Julia Gray: We are heavily academically inclined. We are measuring particular kinds of successes and experiences—largely through marks.
BLOOM: Yet some of our population, due to intellectual disability, can’t be successful in academics. You suggest that all rehab clinicians and researchers can enhance their practice by incorporating foolishness into it. What might that look like?
Julia Gray: My son used to take violin when he was 6, and one day, after about five sessions, he showed up and said ‘I don’t want to be here,’ even though he was the one who'd asked to take lessons. The teacher said ‘Okay, maybe we don’t need to practise bows and techniques. Why did you decide you wanted to take the violin?’

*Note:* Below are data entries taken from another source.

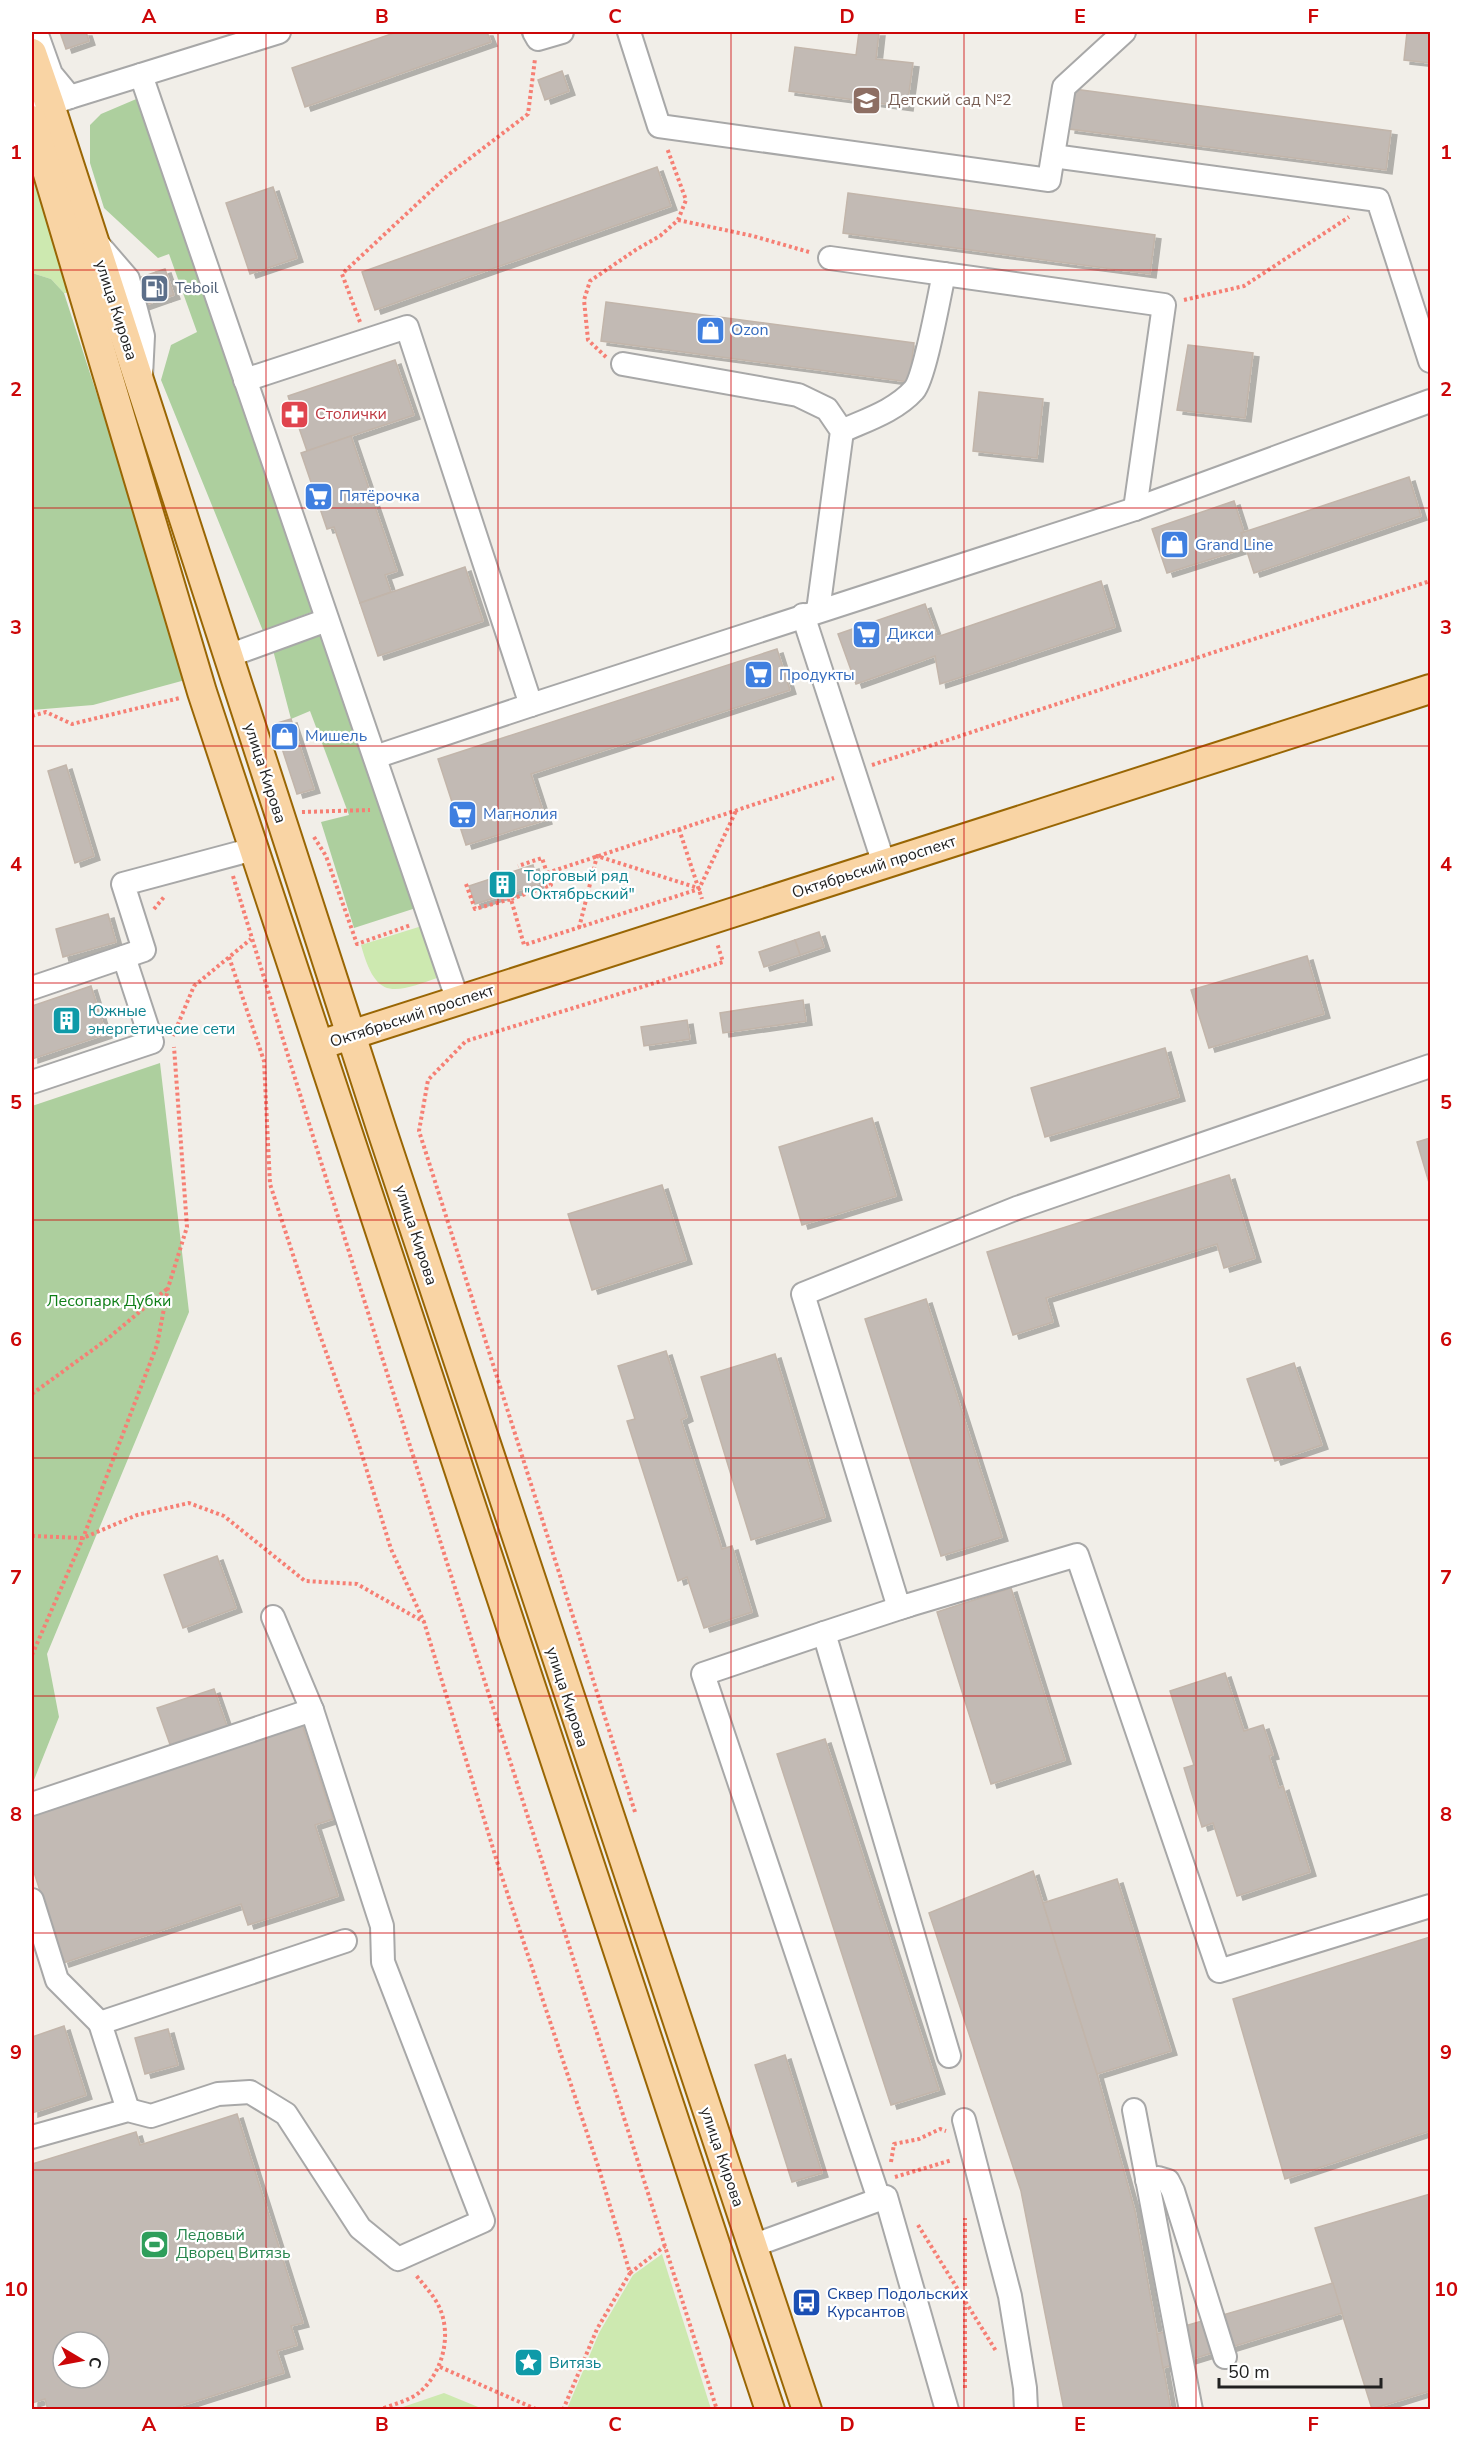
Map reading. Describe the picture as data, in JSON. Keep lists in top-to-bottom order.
{
  "streets": {
    "main road": ["улица Кирова", "Октябрьский проспект"]
  },
  "crossings": [
    ["улица Кирова", "Октябрьский проспект"]
  ],
  "parks": ["Лесопарк Дубки"],
  "places": {
    "school or university": ["Детский сад №2"],
    "fuel station": ["Teboil"],
    "shop": ["Ozon", "Grand Line", "Мишель"],
    "pharmacy": ["Столички"],
    "supermarket": [
      "Пятёрочка",
      "Дикси",
      "Продукты",
      "Магнолия"
    ],
    "building": ["Торговый ряд \"Октябрьский\"", "Южные энергетичесие сети"],
    "sports": ["Ледовый Дворец Витязь"],
    "bus stop": ["Сквер Подольских Курсантов"],
    "place": ["Витязь"]
  },
  "scale_bar": "50 m",
  "north": "right",
  "grid": {
    "columns": [
      "A",
      "B",
      "C",
      "D",
      "E",
      "F"
    ],
    "rows": [
      "1",
      "2",
      "3",
      "4",
      "5",
      "6",
      "7",
      "8",
      "9",
      "10"
    ]
  }
}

He said he thought it was a cool instrument. She said ‘Let’s take a look at the instrument,’ and that’s what they did for half an hour. They talked about the different parts of it, without playing it. If the teacher had had in her brain ‘I must teach technique and I have these goals,’ she would have pushed him away and he would have been even more annoyed. She knew that her relationship with him, and with music, was more important than holding the bow in the correct way.
BLOOM: One of the messages in your conclusion is that relationships, and activities that spark happiness, in the moment, with children, are as important as clinical outcomes.
Julia Gray: Therapy and physical function, and relief from pain, are incredibly important, and have a very important place. But it's also important to think about why we focus so much on improving in rehab? What are we improving? What is our understanding of betterment? Why do clinical outcomes take priority over a child being in a good way with a person in a space—being in a good relationship? Isn’t that, really, what life is all about?
BLOOM: What do you hope professionals take from your paper?
Julia Gray: I appreciate they’re in a tough position. We’re in a culture where the pressure is to be ‘better.’ That, according to the funding, is the point. They need to be able to show particular outcomes to justify their practice. Many feel very torn about existing within that structure that pushes them to practise in particular ways—ways that may sometimes be harmful. I don’t know what the answer is. I think we need to rethink what we value. What is valued as ‘better?’ What is valued as ‘improvement?’
BLOOM: What message do you hope parents take?
Julia Gray: To recognize that therapy, or betterment, or improvement goals or practices, can be totally overwhelming, and overtake your relationship with your child. Maybe there are ways to resist that by just being. And playing. Being silly, and sitting in the sun. Try to prioritize that, and remember that the parent and child being together is enough—as opposed to the parent being the fixer.